Still, it’s far from clear sailing: Komeito, the centrist party that forms part of the governing coalition, says changing the article in the constitution that puts constraints on the military is unnecessary. In addition, any amendment would need to secure a majority of support in a national referendum to pass.

Abe, who stepped down as prime minister two years ago, citing health reasons, said at the time he regretted leaving many of his goals unfinished, including revising the constitution.

On Monday evening, a wake was held for Abe at a Buddhist temple in downtown Tokyo where Kishida and top former and current political leaders, as well as ordinary mourners, paid tribute. Some broke down in tears.

A funeral is planned at the temple Tuesday by his family. The government is expected to hold a separate memorial service at a later date.

Earlier in the day, U.S. Secretary of State Antony Blinken met with Kishida to offer condolences and deliver a letter from President Joe Biden to Abe’s family.

“We simply want them to know that we deeply feel the loss on the personal level as well,” Blinken told Kishida. “Mostly I’m here because the United States and Japan are more than allies — we are friends.”

Also Monday, Taiwanese Vice President Lai Ching-Te paid his respects at Abe’s Tokyo residence. Lai in his Facebook called Abe “a good friend who loves and supports Taiwan.” Abe was known as a staunch Taiwan supporter.

Japan’s longest-serving political leader, Abe was the grandson of another prime minister and became the country’s youngest leader in 2006, at age 52. That stint in office abruptly ended a year later, also because of his health.

He returned to the premiership in 2012, vowing to revitalize the nation and get its economy out of its deflationary doldrums with his “Abenomics” formula, which combines fiscal stimulus, monetary easing and structural reforms. He won six national elections and built a rock-solid grip on power.

On Sunday, the suspect accused of his murder was transferred to a local prosecutors’ office for further investigation. They can detain him for up to three weeks while deciding whether to formally press charges.
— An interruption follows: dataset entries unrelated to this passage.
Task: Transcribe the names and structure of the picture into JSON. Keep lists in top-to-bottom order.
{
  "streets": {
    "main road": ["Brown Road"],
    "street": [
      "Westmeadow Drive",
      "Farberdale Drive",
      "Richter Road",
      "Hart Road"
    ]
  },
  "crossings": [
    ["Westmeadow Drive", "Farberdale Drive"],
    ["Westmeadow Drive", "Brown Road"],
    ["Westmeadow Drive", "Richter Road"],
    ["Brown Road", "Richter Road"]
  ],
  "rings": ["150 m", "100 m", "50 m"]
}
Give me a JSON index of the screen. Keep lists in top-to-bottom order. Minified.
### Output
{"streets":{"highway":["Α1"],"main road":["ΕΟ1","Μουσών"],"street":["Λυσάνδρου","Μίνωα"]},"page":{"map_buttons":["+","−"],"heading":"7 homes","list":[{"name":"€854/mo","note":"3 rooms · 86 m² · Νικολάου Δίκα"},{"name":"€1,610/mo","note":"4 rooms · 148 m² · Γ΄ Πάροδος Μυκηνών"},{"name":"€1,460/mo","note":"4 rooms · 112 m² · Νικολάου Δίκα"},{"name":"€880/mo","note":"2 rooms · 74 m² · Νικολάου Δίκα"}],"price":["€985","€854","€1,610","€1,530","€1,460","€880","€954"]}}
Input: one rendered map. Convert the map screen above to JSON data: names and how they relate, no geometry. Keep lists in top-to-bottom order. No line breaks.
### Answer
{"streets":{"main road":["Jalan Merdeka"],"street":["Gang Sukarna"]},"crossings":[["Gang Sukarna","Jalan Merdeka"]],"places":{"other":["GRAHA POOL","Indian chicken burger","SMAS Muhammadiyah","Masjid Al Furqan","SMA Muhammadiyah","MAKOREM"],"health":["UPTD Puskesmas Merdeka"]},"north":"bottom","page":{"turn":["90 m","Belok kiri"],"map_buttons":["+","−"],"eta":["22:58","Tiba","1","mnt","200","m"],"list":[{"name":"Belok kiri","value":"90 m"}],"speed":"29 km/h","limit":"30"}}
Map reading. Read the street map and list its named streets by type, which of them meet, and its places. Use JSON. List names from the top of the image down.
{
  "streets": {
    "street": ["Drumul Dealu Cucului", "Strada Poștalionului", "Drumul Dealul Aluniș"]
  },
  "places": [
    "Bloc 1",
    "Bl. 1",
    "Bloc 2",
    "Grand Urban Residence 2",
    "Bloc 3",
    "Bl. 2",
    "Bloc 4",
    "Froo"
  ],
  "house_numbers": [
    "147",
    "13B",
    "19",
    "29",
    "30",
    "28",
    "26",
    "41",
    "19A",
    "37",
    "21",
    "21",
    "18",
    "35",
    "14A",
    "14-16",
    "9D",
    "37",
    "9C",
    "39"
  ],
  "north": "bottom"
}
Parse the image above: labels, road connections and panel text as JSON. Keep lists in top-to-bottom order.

Police said the suspect, Tetsuya Yamagami, told investigators he acted because of Abe’s rumored connection to an organization that he resented. Some Japanese media identified the group as South Korea’s Unification Church, and reported that the suspect’s mother donated large amounts of money to the church. They suggested that the donations and her subsequent bankruptcy were a possible motive.

The Japan branch of the church acknowledged Monday that the suspect’s mother was a member, but denied that it demanded large donations from anyone.

Tomihiro Tanaka, head of the church, declined comment on the specifics of donations, saying a police investigation was ongoing. Speaking in generalities, he confirmed some people had made generous donations, but stressed none were forced.

Tanaka said Abe was not a member though he supported its global peace movement.